▸ TASK PROMPT
Please give the data again in full, precisely as it is written.
▬▬▬▬▬▬▬▬▬▬
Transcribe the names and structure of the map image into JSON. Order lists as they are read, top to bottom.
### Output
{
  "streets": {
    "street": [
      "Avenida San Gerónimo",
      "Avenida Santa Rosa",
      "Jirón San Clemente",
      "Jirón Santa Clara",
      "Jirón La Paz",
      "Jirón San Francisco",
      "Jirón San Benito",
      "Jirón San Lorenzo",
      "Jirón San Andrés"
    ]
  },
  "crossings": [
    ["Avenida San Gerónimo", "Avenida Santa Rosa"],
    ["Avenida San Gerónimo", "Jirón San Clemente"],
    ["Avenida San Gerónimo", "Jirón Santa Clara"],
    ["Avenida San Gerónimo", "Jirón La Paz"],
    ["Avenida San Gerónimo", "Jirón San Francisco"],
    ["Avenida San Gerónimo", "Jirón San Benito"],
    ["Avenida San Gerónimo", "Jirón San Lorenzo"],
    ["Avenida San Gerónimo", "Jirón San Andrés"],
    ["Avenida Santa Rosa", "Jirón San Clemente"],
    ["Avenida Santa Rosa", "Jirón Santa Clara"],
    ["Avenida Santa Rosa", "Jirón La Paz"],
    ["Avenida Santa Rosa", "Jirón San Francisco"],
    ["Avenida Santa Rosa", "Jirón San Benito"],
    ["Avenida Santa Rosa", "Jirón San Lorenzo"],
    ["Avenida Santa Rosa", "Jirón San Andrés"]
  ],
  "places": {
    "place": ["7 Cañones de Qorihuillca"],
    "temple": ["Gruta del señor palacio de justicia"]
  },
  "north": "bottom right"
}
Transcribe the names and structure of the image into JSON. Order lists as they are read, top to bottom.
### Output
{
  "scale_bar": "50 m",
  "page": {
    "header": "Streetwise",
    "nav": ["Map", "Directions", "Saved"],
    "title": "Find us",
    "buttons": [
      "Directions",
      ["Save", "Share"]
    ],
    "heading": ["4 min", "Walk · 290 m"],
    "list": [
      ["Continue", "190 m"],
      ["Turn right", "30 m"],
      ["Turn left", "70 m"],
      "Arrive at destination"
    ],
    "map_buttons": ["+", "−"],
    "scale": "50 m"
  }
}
▬▬▬▬▬▬▬▬▬▬
▸ THE COMPLETED TASK
Transcribe the names and structure of the map image into JSON. Order lists as they are read, top to bottom.
### Output
{
  "streets": {
    "street": [
      "Avenida San Gerónimo",
      "Avenida Santa Rosa",
      "Jirón San Clemente",
      "Jirón Santa Clara",
      "Jirón La Paz",
      "Jirón San Francisco",
      "Jirón San Benito",
      "Jirón San Lorenzo",
      "Jirón San Andrés"
    ]
  },
  "crossings": [
    ["Avenida San Gerónimo", "Avenida Santa Rosa"],
    ["Avenida San Gerónimo", "Jirón San Clemente"],
    ["Avenida San Gerónimo", "Jirón Santa Clara"],
    ["Avenida San Gerónimo", "Jirón La Paz"],
    ["Avenida San Gerónimo", "Jirón San Francisco"],
    ["Avenida San Gerónimo", "Jirón San Benito"],
    ["Avenida San Gerónimo", "Jirón San Lorenzo"],
    ["Avenida San Gerónimo", "Jirón San Andrés"],
    ["Avenida Santa Rosa", "Jirón San Clemente"],
    ["Avenida Santa Rosa", "Jirón Santa Clara"],
    ["Avenida Santa Rosa", "Jirón La Paz"],
    ["Avenida Santa Rosa", "Jirón San Francisco"],
    ["Avenida Santa Rosa", "Jirón San Benito"],
    ["Avenida Santa Rosa", "Jirón San Lorenzo"],
    ["Avenida Santa Rosa", "Jirón San Andrés"]
  ],
  "places": {
    "place": ["7 Cañones de Qorihuillca"],
    "temple": ["Gruta del señor palacio de justicia"]
  },
  "north": "bottom right"
}
Transcribe the names and structure of the image into JSON. Order lists as they are read, top to bottom.
### Output
{
  "scale_bar": "50 m",
  "page": {
    "header": "Streetwise",
    "nav": ["Map", "Directions", "Saved"],
    "title": "Find us",
    "buttons": [
      "Directions",
      ["Save", "Share"]
    ],
    "heading": ["4 min", "Walk · 290 m"],
    "list": [
      ["Continue", "190 m"],
      ["Turn right", "30 m"],
      ["Turn left", "70 m"],
      "Arrive at destination"
    ],
    "map_buttons": ["+", "−"],
    "scale": "50 m"
  }
}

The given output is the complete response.